Dengue virus (DV) is the most rapidly spreading arbovirus in the world. Our previous studies indicated that Rac1, a kind of Rho GTPase, was related with the increased vascular permeability in DV infection. However, the molecular mechanisms that regulate the activity of the Rac1 pathway during DV infection is not fully understood yet. Recently, Rho-specific guanine nucleotide dissociated inhibitors (Rho GDIs), as a pivotal upstream regulator of Rho GTPase, attract our attention. To identify the role of GDI-1 in DV2 infection, the expression of GDI in Eahy926 cells was detected. Moreover, a GDI-1 down-regulated cell line was constructed to explore the correlation between GDI-1 and Rac1 and to further evaluate the function of GDI in DV life cycle. Our results indicated that DV2 infection could up-regulate GDI-1 expression, and down-regulation of GDI enhanced the activity of Rac1. In addition, down-regulated GDI-1 significantly inhibited all steps of DV2 replication cycle. GDI-1 plays an important role in DV2 infection via negatively regulating the activation of the Rac1-actin pathway. These results not only contribute to our further understanding of the pathogenesis of severe dengue but also provide further insight into the development of antiviral drugs.

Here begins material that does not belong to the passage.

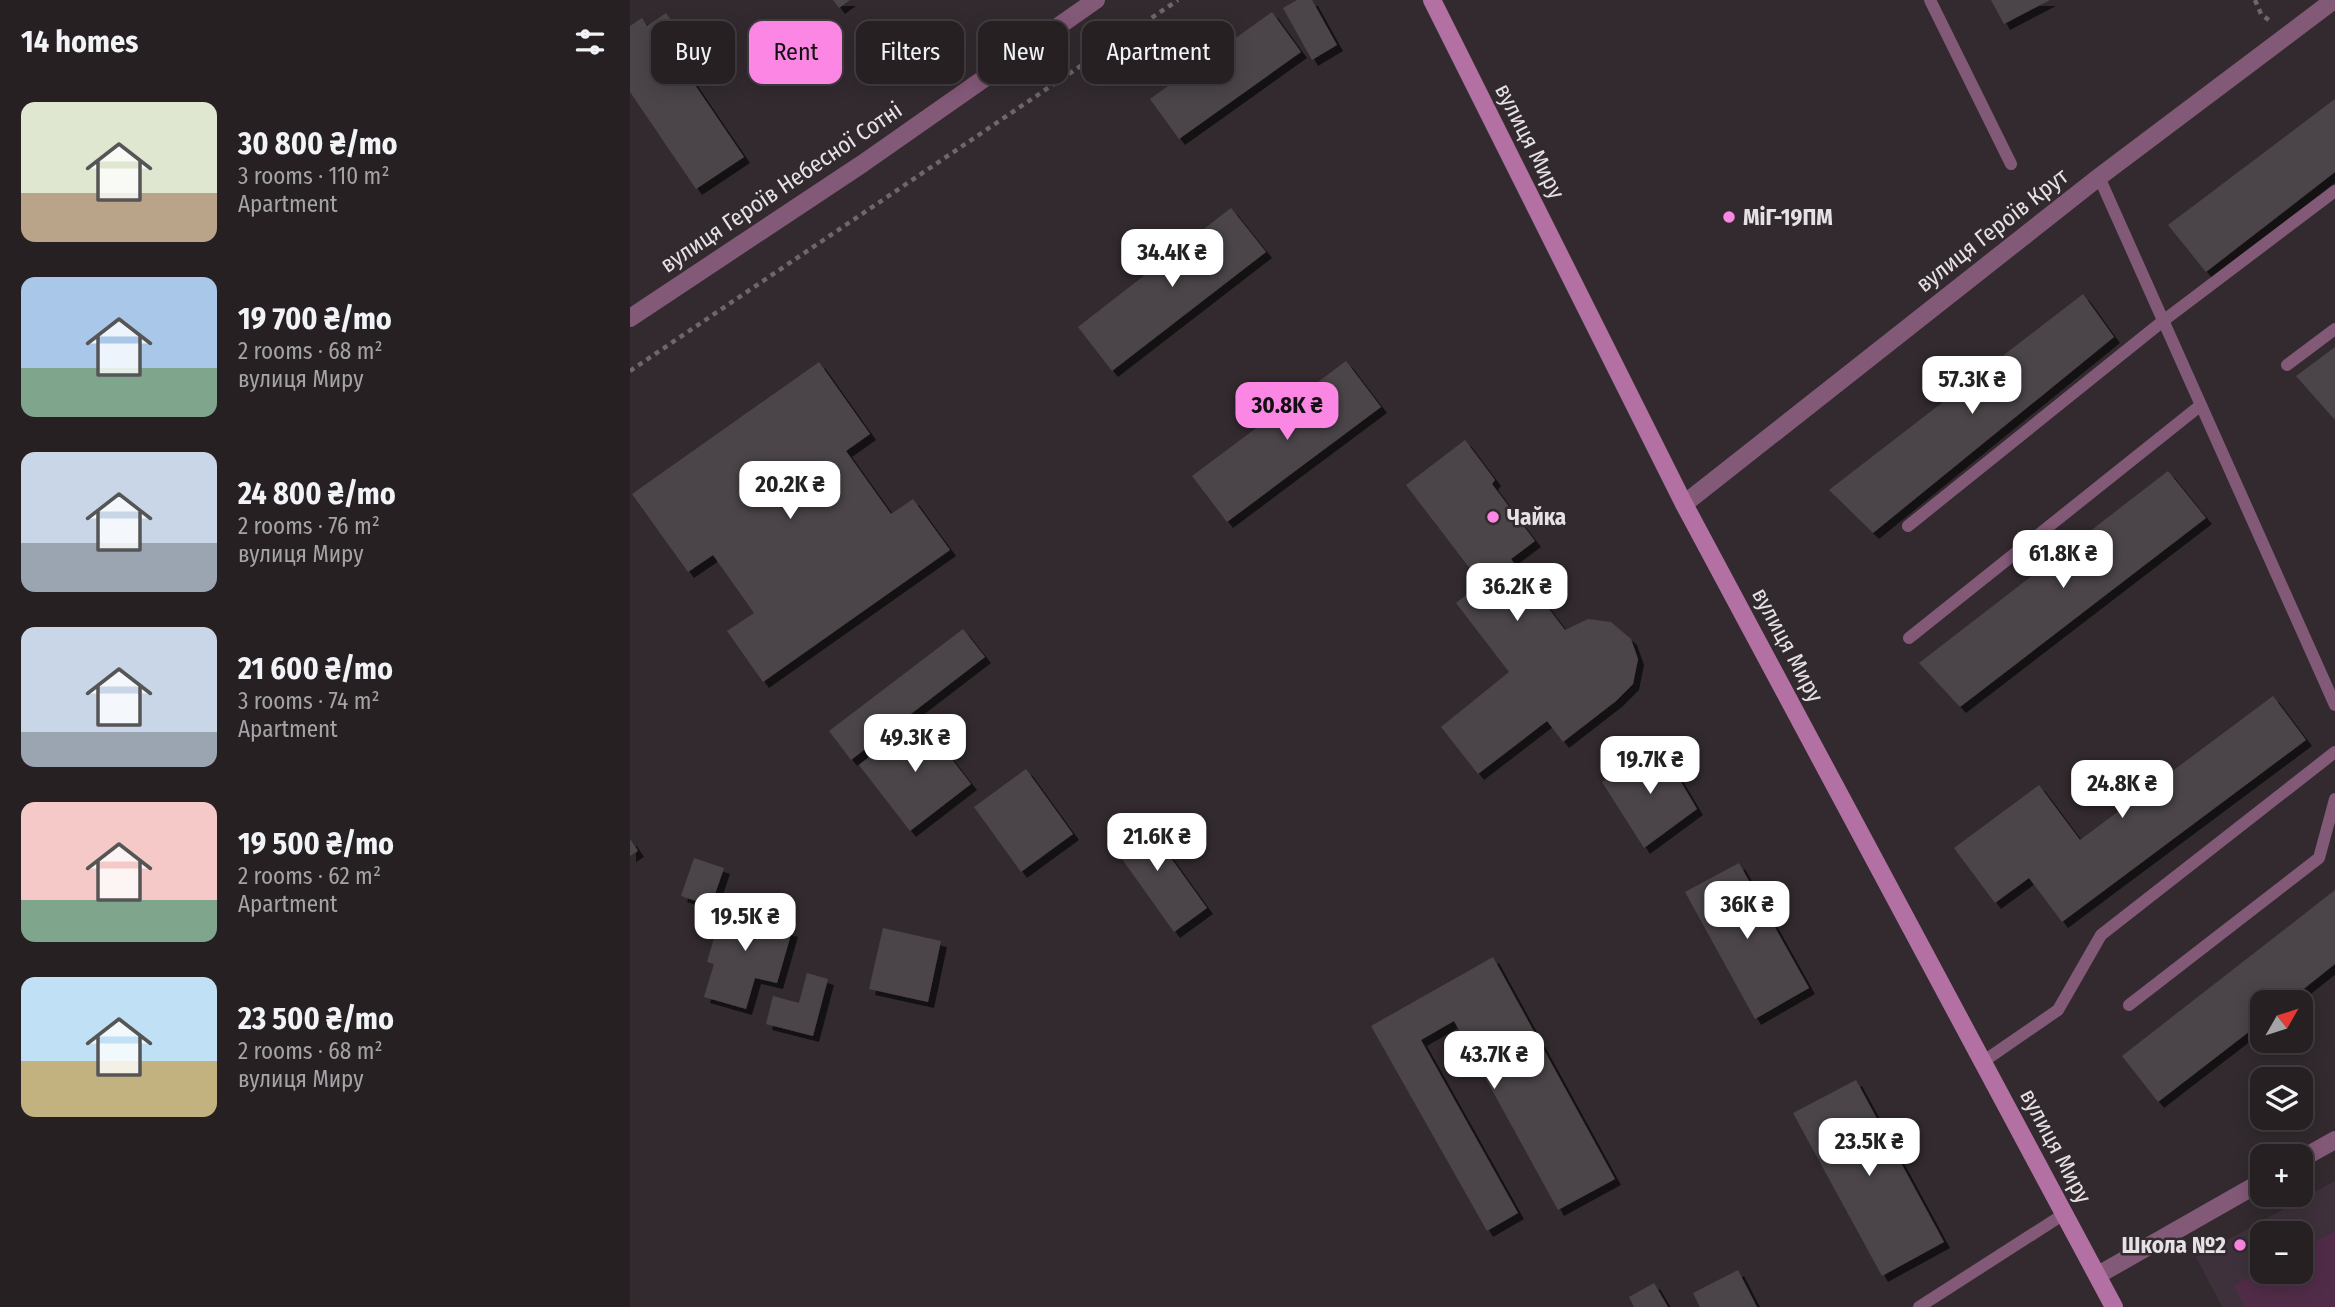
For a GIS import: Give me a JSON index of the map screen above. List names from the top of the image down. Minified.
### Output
{"streets":{"main road":["вулиця Миру"],"street":["вулиця Героїв Небесної Сотні","вулиця Героїв Крут"]},"crossings":[["вулиця Миру","вулиця Героїв Крут"]],"places":["МіГ-19ПМ","Чайка","Школа №2"],"north":"top right","page":{"heading":"14 homes","chip":["Buy","Rent","Filters","New","Apartment"],"list":[{"name":"30 800 ₴/mo","note":"3 rooms · 110 m² · Apartment"},{"name":"19 700 ₴/mo","note":"2 rooms · 68 m² · вулиця Миру"},{"name":"24 800 ₴/mo","note":"2 rooms · 76 m² · вулиця Миру"},{"name":"21 600 ₴/mo","note":"3 rooms · 74 m² · Apartment"},{"name":"19 500 ₴/mo","note":"2 rooms · 62 m² · Apartment"},{"name":"23 500 ₴/mo","note":"2 rooms · 68 m² · вулиця Миру"}],"price":["34.4K ₴","57.3K ₴","30.8K ₴","20.2K ₴","61.8K ₴","36.2K ₴","49.3K ₴","19.7K ₴","24.8K ₴","21.6K ₴","36K ₴","19.5K ₴","43.7K ₴","23.5K ₴"],"map_buttons":["+","−"]}}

登革热病毒（DV）是世界上传播最迅速的虫媒病毒。我们以前的研究表明，Rac1是一种Rho GTPase，与DV感染中血管通透性的增加有关。但是，尚不完全了解在DV感染期间调节Rac1途径活性的分子机制。最近，作为Rho GTPase关键的上游调节剂的Rho特异性鸟嘌呤核苷酸解离抑制剂（Rho GDI）引起了我们的注意。为了确定GDI-1在DV2感染中的作用，检测了Eahy926细胞中GDI的表达。此外，构建了GDI-1下调的细胞系，以探索GDI-1和Rac1之间的相关性，并进一步评估GD​​I在DV生命周期中的功能。我们的结果表明DV2感染可以上调GDI-1表达，GDI的下调增强了Rac1的活性。此外，下调的GDI-1显着抑制了DV2复制周期的所有步骤。GDI-1通过负调节Rac1-actin途径的激活在DV2感染中起重要作用。这些结果不仅有助于我们进一步了解重症登革热的发病机理，而且还为抗病毒药物的开发提供了进一步的见识。